Voilà trois mois que la hiérarchie militaire considère pour sa part la guerre comme largement achevée, et elle s’impatiente. Elle menace encore de porter l’assaut sur Rafah, où se massent 1,4 million de déplacés, à la frontière sud de l’enclave. Mais elle attend surtout que le gouvernement conclue un cessez-le-feu avec le Hamas, afin de faire libérer les otages capturés le 7 octobre : ceux qui ont survécu à cinq mois de captivité et de guerre et les corps des morts.

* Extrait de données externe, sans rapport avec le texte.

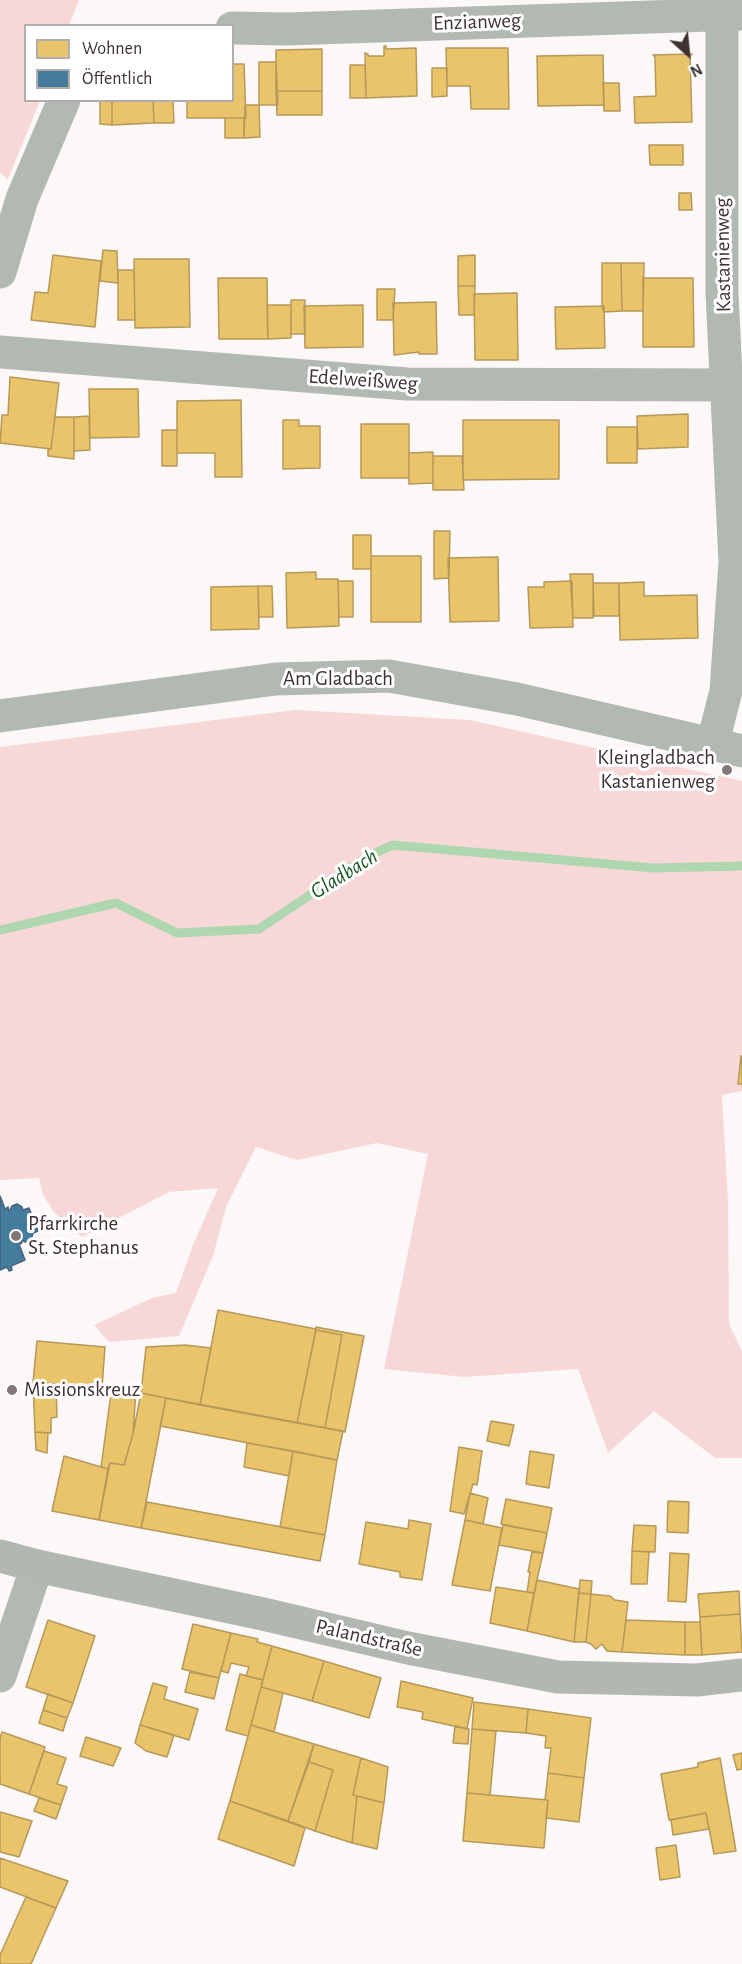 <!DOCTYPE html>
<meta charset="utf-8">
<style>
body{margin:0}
#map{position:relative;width:742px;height:1964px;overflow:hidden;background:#fdf8f8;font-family:"Alegreya Sans",sans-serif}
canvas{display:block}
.legend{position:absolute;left:24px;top:24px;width:210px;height:78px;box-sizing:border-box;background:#fff;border:2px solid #b2adad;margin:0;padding:8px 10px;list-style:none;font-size:18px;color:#3f3233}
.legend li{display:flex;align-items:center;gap:12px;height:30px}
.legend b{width:30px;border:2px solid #b2adad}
.north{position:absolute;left:658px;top:24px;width:60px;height:60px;-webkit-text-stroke:4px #fff;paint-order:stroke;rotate:153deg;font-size:16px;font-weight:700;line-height:24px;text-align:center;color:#3f3233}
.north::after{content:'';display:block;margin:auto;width:21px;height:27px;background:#3f3233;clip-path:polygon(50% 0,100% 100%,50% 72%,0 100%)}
</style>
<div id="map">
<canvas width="742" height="1964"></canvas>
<ul class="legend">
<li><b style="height:16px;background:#e9c46a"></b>Wohnen</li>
<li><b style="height:16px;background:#457b9d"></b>Öffentlich</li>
</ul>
<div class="north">N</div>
</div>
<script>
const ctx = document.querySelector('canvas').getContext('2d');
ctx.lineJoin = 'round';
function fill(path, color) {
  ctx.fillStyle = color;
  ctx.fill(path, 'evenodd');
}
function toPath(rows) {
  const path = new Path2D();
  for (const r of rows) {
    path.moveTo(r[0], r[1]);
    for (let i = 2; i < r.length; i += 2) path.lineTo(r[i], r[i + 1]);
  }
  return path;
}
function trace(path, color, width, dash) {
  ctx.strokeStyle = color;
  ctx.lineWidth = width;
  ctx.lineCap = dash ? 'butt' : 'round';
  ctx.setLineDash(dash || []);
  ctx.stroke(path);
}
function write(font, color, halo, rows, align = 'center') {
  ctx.font = font + ' "Alegreya Sans",sans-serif';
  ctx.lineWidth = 6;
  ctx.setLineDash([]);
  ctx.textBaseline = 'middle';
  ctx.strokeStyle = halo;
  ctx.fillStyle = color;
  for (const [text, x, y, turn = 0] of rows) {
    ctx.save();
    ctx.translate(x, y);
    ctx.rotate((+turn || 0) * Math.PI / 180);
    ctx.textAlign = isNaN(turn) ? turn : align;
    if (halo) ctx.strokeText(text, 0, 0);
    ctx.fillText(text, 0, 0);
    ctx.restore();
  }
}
const green = toPath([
 [0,0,79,0,69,25,26,26,26,100,40,101,8,179,0,173],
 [295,710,470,720,742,781,742,1091,722,1095,728,1200,729,1324,742,1351,742,1458,715,1458,654,1411,608,1453,578,1369,464,1377,384,1369,428,1154,377,1143,297,1160,256,1147,226,1207,213,1256,179,1336,109,1342,94,1325,152,1298,176,1293,193,1245,218,1188,169,1192,82,1237,54,1212,43,1195,39,1178,0,1180,0,747]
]);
const homes = toPath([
 [384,46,386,46,386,49,416,48,417,96,366,98,365,53,368,54,368,56,384,56,384,46],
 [446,48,508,48,509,109,471,109,470,86,447,86,446,48],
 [322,49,322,91,276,91,276,50,322,49],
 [692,54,690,56,692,122,635,123,634,97,656,96,655,57,653,55,692,54],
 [603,55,604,105,538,106,537,56,603,55],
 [259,62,276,62,278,105,259,105,259,62],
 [232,64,244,64,246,118,187,118,187,100,232,100,232,64],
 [350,65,365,65,366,98,350,98,350,65],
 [432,68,447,68,447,96,432,97,432,68],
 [603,83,619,83,620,111,604,111,603,83],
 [276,91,322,91,322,115,277,115,276,91],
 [100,100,112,100,112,125,100,124,100,100],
 [112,100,153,100,154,123,112,125,112,100],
 [153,100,173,100,174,123,154,123,153,100],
 [245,105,259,105,260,137,244,138,245,105],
 [225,118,244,118,244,138,225,138,225,118],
 [649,145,683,145,683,165,650,165,649,145],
 [679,193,691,193,692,210,679,210,679,193],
 [103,250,117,251,118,283,100,281,103,250],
 [53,255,101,261,95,327,31,320,35,292,48,293,53,255],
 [475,255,475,286,458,286,458,256,475,255],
 [134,259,189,259,190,327,135,328,134,259],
 [602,263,621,263,622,311,604,312,602,306,602,263],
 [621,263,644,263,643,311,622,311,621,263],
 [118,270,134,270,135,320,118,320,118,270],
 [218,278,267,278,268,339,219,339,218,278],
 [643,278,693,278,694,347,643,347,643,278],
 [458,286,475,286,474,315,459,315,458,286],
 [377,289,395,289,393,320,377,320,377,289],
 [517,293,518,360,475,360,474,294,517,293],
 [291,300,305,300,305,334,291,334,291,300],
 [436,302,437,354,419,354,419,352,394,355,393,303,436,302],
 [267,305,291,305,291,338,268,339,267,305],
 [363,305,363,347,305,348,304,306,363,305],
 [604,306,605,348,556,349,555,307,604,306],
 [10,377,59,383,51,449,0,443,2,415,8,415,10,377],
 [89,389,138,389,139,437,90,438,89,389],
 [241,400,242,477,215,477,215,453,177,453,177,401,241,400],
 [688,414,688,447,638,449,637,416,688,414],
 [89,416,90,450,74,451,74,417,89,416],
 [55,417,74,417,74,459,48,456,48,449,51,449,55,417],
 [283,420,299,420,299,426,320,426,320,468,283,469,283,420],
 [463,420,559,420,559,479,463,480,463,420],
 [361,424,409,424,409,478,361,478,361,424],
 [607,427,637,427,637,463,607,463,607,427],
 [162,430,177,430,177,466,162,466,162,430],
 [433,452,433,483,409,484,409,453,433,452],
 [433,456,462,456,464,490,433,490,433,456],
 [434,531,450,531,449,578,434,579,434,531],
 [353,535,371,535,371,569,353,569,353,535],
 [371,556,421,556,421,622,371,622,371,556],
 [498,557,499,621,450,622,448,558,498,557],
 [316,572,316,579,338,579,339,626,287,628,286,573,316,572],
 [570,574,593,574,593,618,573,618,570,574],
 [338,581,353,581,353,617,339,617,338,581],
 [572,581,573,627,530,628,528,587,544,587,544,582,572,581],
 [644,582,644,596,697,595,698,638,620,640,619,583,644,582],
 [593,583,619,583,619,616,594,616,593,583],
 [258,586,272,586,273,617,259,617,258,586],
 [258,586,259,629,211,630,211,587,258,586],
 [741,1056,742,1056,742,1084,738,1084,741,1056],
 [218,1310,316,1329,297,1423,200,1405,218,1310],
 [316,1327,364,1336,345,1432,325,1428,342,1335,316,1330,316,1327],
 [316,1330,342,1335,325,1428,297,1423,316,1330],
 [37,1341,105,1347,102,1388,33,1382,37,1341],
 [185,1345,211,1348,200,1405,141,1393,146,1347,185,1345],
 [33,1382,56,1384,57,1417,51,1418,51,1433,35,1432,33,1382],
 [112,1386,136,1390,133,1434,124,1465,110,1463,108,1469,101,1467,112,1386],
 [141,1393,166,1398,141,1528,99,1520,110,1463,124,1465,133,1434,141,1393],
 [166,1398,343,1431,337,1460,160,1426,166,1398],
 [491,1421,514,1425,509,1446,487,1441,491,1421],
 [35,1432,48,1433,47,1453,36,1450,35,1432],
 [247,1443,293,1451,289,1476,244,1467,247,1443],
 [459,1447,482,1451,477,1485,473,1484,464,1514,450,1511,459,1447],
 [293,1451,337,1460,325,1535,280,1527,293,1451],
 [530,1451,554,1455,549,1488,526,1484,530,1451],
 [64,1456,108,1469,99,1520,52,1511,64,1456],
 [470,1493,488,1498,483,1524,465,1520,470,1493],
 [506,1499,552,1508,547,1533,501,1524,506,1499],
 [668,1501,689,1502,688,1533,667,1532,668,1501],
 [147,1502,325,1535,320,1561,141,1528,147,1502],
 [409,1520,431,1524,422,1580,400,1577,400,1572,359,1564,366,1522,408,1529,409,1520],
 [465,1520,502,1528,490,1591,452,1585,465,1520],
 [503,1525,547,1533,543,1553,499,1545,503,1525],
 [634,1525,656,1526,655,1552,632,1551,634,1525],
 [632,1551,649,1552,647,1584,631,1584,632,1551],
 [532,1552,543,1553,534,1593,527,1592,530,1572,528,1572,532,1552],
 [670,1553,689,1554,686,1602,668,1601,670,1553],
 [537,1580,579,1589,574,1642,527,1631,537,1580],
 [580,1580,592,1581,591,1594,579,1593,580,1580],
 [496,1587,534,1593,527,1631,490,1623,496,1587],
 [739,1591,740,1614,700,1617,698,1594,739,1591],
 [579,1593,591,1594,586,1642,574,1642,579,1593],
 [591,1594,610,1596,615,1600,628,1602,622,1652,607,1651,602,1644,596,1649,591,1644,586,1642,591,1594],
 [740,1614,742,1652,702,1655,700,1617,740,1614],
 [48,1620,95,1636,73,1703,26,1687,48,1620],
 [626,1620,685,1622,685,1655,622,1652,626,1620],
 [685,1622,700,1622,702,1655,685,1655,685,1622],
 [193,1624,231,1633,219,1678,182,1669,193,1624],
 [231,1633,258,1639,257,1642,272,1646,263,1680,246,1676,249,1667,231,1663,228,1673,221,1671,231,1633],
 [272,1646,324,1661,312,1701,261,1687,272,1646],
 [324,1661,381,1678,369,1718,312,1701,324,1661],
 [190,1672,219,1678,214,1699,185,1692,190,1672],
 [240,1674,263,1680,248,1736,226,1730,240,1674],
 [401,1681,473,1698,467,1729,422,1719,423,1712,397,1707,401,1681],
 [153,1683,167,1687,164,1699,198,1709,189,1740,140,1725,153,1683],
 [261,1687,283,1693,274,1732,251,1725,261,1687],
 [48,1694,73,1703,67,1718,43,1710,48,1694],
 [474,1702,528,1709,526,1733,472,1729,474,1702],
 [528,1709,591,1718,584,1778,548,1773,551,1748,545,1748,546,1736,526,1733,528,1709],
 [43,1710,67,1718,63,1731,39,1723,43,1710],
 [140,1725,174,1735,167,1757,146,1751,135,1743,140,1725],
 [251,1725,314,1744,288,1821,230,1801,251,1725],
 [455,1726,469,1729,468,1744,453,1743,455,1726],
 [472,1729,496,1731,490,1795,467,1793,472,1729],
 [2,1732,45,1747,29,1794,0,1784,0,1738,2,1732],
 [86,1737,121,1748,113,1766,80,1756,86,1737],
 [314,1744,361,1758,353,1795,357,1796,352,1843,315,1831,333,1770,309,1762,314,1744],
 [44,1751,66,1758,57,1784,67,1787,61,1805,29,1794,44,1751],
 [742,1753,742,1769,737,1770,733,1755,742,1753],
 [361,1758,388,1767,384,1803,353,1795,361,1758],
 [720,1758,736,1851,714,1854,706,1813,669,1820,661,1774,698,1767,698,1763,720,1758],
 [309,1762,333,1770,315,1831,288,1821,309,1762],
 [548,1773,584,1778,579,1822,546,1818,548,1800,545,1800,548,1773],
 [467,1793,548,1800,544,1848,463,1841,467,1793],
 [357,1796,384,1803,377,1849,352,1843,357,1796],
 [39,1798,61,1805,56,1819,34,1811,39,1798],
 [230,1801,305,1828,294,1866,218,1839,230,1801],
 [0,1812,32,1821,19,1857,0,1852,0,1812],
 [706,1813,709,1829,673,1835,671,1820,706,1813],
 [676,1845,680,1877,660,1880,656,1848,676,1845],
 [0,1858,68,1881,56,1908,0,1887,0,1858],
 [26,1897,56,1908,31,1964,0,1964,0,1955,26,1897]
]);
const public = toPath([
 [0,1196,5,1209,8,1207,9,1212,12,1206,17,1204,22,1207,23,1210,29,1208,38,1231,33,1233,31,1240,25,1242,20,1239,22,1243,19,1244,25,1260,11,1266,12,1270,9,1271,7,1267,0,1270,0,1196]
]);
const stream = toPath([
 [0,930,116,903,177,933,259,929,370,855,393,845,653,868,742,866]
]);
const minor = toPath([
 [232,28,287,29,742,14],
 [0,272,22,199,64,100],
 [0,352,407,384,727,385],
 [0,716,276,679,389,676,517,699,742,751],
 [712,746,726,691,735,562,722,293,722,13],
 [0,1676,37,1566]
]);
const secondary = toPath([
 [0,1556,37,1566,263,1614,408,1648,558,1677,697,1680,742,1675]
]);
const markers = [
 [727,770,6,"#827778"],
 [16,1236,6,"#827778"],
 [12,1390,6,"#827778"]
];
const streetNames = [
 ["Enzianweg",477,22,-2],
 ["Kastanienweg",723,255,-91],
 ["Edelweißweg",363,380,4],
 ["Am Gladbach",338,679],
 ["Palandstraße",369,1638,13]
];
const poiNames = [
 ["Kleingladbach",715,758,"right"],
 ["Kastanienweg",715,782,"right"],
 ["Pfarrkirche",28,1224],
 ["St. Stephanus",28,1248],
 ["Missionskreuz",24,1390]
];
const waterNames = [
 ["Gladbach",344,874,-32]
];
fill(green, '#f8d7d8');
fill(homes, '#e9c46a');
trace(homes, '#b6985a', 1.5);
fill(public, '#457b9d');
trace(public, '#43657d', 1.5);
trace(stream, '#afd7af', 9);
trace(minor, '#b2b8b2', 33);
trace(secondary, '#b2b7b1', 33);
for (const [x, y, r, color] of markers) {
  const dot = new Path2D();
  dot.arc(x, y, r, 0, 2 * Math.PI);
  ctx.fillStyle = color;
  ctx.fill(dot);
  trace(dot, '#fff', 2);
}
write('21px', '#3f3233', '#fff', streetNames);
write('21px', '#3f3233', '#fff', poiNames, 'left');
write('italic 22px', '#195722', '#fff', waterNames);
</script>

Une part du désastre humanitaire en cours est à mettre au compte de ces négociations, puisque Israël tend à faire pression sur le Hamas en mettant dans la balance l’accès à l’aide et le retour des déplacés vers le nord. Le président Biden a mis Israël en garde contre un tel chantage le 7 mars. Mais il concède aussi qu’un cessez-le-feu faciliterait l’acheminement de vivres.
Depuis janvier, l’armée souhaite passer à une seconde phase du conflit, faite de raids et de bombardements ciblés, et censée durer plusieurs années. Elle entend poursuivre sans relâche, notamment à Rafah, ce qu’il reste des forces armées du Hamas, tout en abandonnant l’administration des ruines de Gaza à une instance palestinienne aussi docile que possible. Cet enjeu est d’une actualité brûlante : il s’agit d’ores et déjà de trouver des hommes en armes palestiniens pour escorter les camions de vivres, que Washington veut voir rouler à travers Gaza.
Aucun transfert de souveraineté
Mais le gouvernement ne décide de rien. Depuis janvier, il se refuse à préparer un tel transfert de souveraineté, même infime. La tâche s’annonce d’autant plus difficile qu’Israël a détruit méthodiquement toute capacité d’administrer l’enclave, en frappant la police, les ministères, les mairies, et en laissant s’imposer un vide du pouvoir vertigineux. Toutes ces institutions sont assimilées à l’ordre ancien du Hamas et, à ce titre, condamnées. De même pour l’agence des Nations unies chargée des réfugiés de Gaza, l’UNRWA, qui forme dans l’enclave un embryon d’Etat. Ce sont pourtant ses structures que l’ONU utilise encore afin de distribuer de l’aide. Ce sont ses écoles qui devront accueillir au plus vite les enfants de Gaza après la guerre.
Cette stratégie de la table rase israélienne a montré ses limites le 29 février, lorsque des soldats, censés sécuriser l’entrée d’un convoi vers la ville de Gaza, ont ouvert le feu sur des civils durant une émeute de la faim. Mais cette tragédie n’a pas dissuadé l’armée de coopter des clans et des commerçants locaux en leur accordant des licences d’importation et en leur confiant de petits contrats de livraisons de vivres dans Gaza. Certains ministres reconnaissent aujourd’hui à voix basse que ces méthodes ne mènent pas loin. Ils font valoir qu’il n’y a pas d’alternative réelle à l’Autorité palestinienne et au Fatah, le parti au pouvoir en Cisjordanie.